UK Biobank was initially conceived as a platform for studies of gene environment interaction in major chronic diseases of older age, such as cancer, stroke, MI and diabetes. Towards the end of the study, the UKBB steering committee advised the broadening of the scope of the study to include more detailed examination of participants, including assessment of physical fitness, brain and cardiac imaging, as well as an examination of eyes and vision. Moorfields Eye Hospital and the UCL Institute of Ophthalmology in London developed the eye and vision module. The core funding for the examination was provided by the Wellcome Trust, The Medical Research Council and The Department of Health. Additional support for training, implementation and quality control came from the NIHR Biomedical Research Centre at Moorfields Eye Hospital.
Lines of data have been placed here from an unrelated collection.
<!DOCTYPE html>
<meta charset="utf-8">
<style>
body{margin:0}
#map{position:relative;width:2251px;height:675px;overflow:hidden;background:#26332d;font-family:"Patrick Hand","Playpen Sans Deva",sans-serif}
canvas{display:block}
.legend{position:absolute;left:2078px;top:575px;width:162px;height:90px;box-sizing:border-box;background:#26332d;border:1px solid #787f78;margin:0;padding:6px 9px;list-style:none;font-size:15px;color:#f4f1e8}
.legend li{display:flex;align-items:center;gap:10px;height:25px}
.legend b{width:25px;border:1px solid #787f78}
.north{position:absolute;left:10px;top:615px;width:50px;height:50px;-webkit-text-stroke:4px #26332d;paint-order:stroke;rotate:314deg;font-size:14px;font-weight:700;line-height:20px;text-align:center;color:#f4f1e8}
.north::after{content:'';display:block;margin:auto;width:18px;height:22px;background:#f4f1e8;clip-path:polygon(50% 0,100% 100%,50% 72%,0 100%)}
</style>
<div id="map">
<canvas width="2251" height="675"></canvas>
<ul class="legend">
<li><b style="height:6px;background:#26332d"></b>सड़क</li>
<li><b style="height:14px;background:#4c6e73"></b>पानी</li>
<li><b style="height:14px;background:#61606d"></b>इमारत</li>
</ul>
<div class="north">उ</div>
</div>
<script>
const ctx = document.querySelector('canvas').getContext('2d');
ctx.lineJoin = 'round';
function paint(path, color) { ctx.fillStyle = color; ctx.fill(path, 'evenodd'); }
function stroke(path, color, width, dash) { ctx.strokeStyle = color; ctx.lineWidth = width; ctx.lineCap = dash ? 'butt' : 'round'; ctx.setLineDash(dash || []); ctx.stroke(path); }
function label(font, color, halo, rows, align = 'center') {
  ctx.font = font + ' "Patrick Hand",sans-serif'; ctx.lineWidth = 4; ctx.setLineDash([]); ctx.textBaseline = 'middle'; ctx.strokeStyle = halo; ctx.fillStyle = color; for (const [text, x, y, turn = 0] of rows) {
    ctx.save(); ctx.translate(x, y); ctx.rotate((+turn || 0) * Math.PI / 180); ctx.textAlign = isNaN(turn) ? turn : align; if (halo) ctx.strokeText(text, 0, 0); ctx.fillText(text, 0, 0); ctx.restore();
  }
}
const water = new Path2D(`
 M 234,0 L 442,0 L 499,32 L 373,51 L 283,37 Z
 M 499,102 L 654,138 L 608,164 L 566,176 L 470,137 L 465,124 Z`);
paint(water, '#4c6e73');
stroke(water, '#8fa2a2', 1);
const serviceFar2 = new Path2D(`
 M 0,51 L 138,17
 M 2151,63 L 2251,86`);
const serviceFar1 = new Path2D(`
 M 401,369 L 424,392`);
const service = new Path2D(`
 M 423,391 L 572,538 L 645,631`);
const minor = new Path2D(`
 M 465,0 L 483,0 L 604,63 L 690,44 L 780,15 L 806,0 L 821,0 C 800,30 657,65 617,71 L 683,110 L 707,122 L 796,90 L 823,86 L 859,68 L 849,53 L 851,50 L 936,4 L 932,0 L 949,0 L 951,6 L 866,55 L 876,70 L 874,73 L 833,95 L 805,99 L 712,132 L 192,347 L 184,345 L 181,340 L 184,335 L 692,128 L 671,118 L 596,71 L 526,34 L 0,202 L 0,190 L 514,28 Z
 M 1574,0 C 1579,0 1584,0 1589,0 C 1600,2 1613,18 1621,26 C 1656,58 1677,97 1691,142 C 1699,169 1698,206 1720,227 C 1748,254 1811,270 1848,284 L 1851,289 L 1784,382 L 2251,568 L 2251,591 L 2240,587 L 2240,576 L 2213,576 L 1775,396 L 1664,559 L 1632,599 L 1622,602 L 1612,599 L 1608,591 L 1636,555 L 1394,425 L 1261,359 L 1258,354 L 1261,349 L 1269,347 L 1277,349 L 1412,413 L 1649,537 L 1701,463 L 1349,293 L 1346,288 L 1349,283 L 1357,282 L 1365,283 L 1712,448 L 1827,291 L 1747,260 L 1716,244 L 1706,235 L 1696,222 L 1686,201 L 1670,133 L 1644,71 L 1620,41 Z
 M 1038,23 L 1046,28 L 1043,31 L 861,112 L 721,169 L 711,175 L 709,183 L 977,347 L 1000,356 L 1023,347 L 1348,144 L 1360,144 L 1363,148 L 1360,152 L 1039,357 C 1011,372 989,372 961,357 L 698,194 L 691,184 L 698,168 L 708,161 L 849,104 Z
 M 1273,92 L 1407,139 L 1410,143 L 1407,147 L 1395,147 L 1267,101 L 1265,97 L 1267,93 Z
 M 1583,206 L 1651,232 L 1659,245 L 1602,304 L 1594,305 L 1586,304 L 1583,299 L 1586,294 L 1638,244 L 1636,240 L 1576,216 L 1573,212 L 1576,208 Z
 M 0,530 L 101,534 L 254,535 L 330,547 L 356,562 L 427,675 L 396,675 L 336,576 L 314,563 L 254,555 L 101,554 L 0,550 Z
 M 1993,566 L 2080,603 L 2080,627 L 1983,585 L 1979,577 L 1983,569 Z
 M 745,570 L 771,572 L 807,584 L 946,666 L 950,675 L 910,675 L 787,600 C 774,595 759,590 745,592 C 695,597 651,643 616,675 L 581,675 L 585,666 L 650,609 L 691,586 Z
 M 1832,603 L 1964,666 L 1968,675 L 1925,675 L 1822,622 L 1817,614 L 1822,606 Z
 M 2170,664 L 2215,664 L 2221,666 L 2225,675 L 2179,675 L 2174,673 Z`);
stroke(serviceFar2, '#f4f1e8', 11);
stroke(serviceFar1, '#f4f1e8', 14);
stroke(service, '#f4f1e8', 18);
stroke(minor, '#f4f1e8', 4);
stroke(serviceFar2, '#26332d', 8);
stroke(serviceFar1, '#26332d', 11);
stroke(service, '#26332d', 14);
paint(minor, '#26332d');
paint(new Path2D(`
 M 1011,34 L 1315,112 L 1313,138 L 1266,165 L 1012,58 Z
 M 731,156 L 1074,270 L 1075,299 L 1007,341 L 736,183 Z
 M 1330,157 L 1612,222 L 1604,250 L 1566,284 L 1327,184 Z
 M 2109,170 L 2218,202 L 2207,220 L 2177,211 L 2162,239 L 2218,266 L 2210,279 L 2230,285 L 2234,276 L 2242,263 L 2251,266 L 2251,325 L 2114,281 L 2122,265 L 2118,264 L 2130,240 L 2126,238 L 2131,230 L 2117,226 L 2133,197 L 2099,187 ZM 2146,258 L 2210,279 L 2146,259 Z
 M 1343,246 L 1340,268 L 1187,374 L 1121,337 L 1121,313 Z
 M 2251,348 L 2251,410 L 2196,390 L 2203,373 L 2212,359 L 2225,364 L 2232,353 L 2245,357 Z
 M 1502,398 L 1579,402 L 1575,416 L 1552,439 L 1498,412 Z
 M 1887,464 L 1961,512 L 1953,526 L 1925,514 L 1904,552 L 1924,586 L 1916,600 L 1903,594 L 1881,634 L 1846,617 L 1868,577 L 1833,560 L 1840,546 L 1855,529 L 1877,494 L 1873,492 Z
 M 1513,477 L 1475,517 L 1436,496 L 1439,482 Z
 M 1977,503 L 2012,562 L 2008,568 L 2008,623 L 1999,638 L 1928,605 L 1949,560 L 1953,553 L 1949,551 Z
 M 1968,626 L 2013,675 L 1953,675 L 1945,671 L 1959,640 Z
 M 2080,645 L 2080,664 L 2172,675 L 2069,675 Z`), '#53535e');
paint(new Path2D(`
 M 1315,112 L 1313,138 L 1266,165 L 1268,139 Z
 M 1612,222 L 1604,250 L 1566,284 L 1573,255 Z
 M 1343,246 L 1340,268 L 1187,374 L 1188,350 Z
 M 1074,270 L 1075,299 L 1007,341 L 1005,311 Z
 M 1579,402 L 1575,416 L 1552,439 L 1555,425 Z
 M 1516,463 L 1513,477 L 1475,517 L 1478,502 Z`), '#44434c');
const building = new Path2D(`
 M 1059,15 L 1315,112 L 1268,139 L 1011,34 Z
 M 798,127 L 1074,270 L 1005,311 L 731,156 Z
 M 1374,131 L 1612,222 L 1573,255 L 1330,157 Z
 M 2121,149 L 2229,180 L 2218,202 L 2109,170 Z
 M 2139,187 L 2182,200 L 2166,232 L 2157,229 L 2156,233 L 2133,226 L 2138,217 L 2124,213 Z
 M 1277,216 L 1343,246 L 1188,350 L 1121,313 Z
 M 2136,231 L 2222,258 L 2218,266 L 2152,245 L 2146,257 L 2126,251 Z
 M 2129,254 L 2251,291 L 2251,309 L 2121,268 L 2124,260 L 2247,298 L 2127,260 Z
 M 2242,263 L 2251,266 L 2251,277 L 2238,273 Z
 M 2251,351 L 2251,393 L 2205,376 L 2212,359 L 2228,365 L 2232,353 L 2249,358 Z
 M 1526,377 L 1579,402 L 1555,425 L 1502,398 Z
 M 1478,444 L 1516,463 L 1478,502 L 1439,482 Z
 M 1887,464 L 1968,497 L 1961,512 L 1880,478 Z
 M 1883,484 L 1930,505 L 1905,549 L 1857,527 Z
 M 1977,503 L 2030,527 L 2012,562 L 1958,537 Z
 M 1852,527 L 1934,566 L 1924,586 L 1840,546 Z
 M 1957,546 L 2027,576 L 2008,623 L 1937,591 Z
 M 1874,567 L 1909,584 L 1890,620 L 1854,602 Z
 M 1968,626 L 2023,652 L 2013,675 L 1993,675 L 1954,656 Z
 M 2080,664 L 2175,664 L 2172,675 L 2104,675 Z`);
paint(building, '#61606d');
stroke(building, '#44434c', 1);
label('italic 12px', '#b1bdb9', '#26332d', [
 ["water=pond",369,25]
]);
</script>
117,649 people took part in the basdeline eye and vision component of UK Biobank, undergoing modified logMAR visual acuity testing on a computerized system developed specifically for UK Biobank, autorefraction and keratometry (Tomey RC-5000), as well as measurement of intraocular pressure on a Reichert ORA Ocular Response Analyser, which returns measures of Goldmann equivalent intraocular pressure (IOP), corneal hysteresis, corneal resistance factor and IOP adjusted for corneal biomechanical properties. A smaller number (68,151) underwent simultaneous colour retinal photography, together with spectral domain optical coherence tomography (SD-OCT) in both eyes. During the data collection phase of UKBB, the Image Reading Centre at Moorfields provided a rapid turn-around quality assurance service for the macular photos and OCT images, finding them to be of high quality, compared with other studies using similar methodology. This large scale, well-curated eye data, together with accompanying extensive phenotyping of all major organ systems, make the UK Biobank eye and vision dataset unique worldwide.
Eye and vision researchers around the UK have formed a consortium involving clinicians and academics from around the UK, incorporating Belfast, Bristol, Cambridge, Cardiff, Dundee, Edinburgh, Gloucester, Leeds, Manchester, Newcastle, Nottingham, Southampton, St Andrews, Warwick and several London centres (Brunel, Imperial, Kings, Moorfields, UCL, St Georges). The consortium interacts using UK Universities JISCMail email list server. The group meets in February each year for a day-long programme of planning, discussion and debate. This has led to the formation of groups working on various aspects of data, including visual acuity, refractive error, intraocular pressure, retinal vascular characteristics, genetics and outcomes adjudication and monitoring. Multiple publications have ensued, with two major genetics studies in press in Nature Genetics.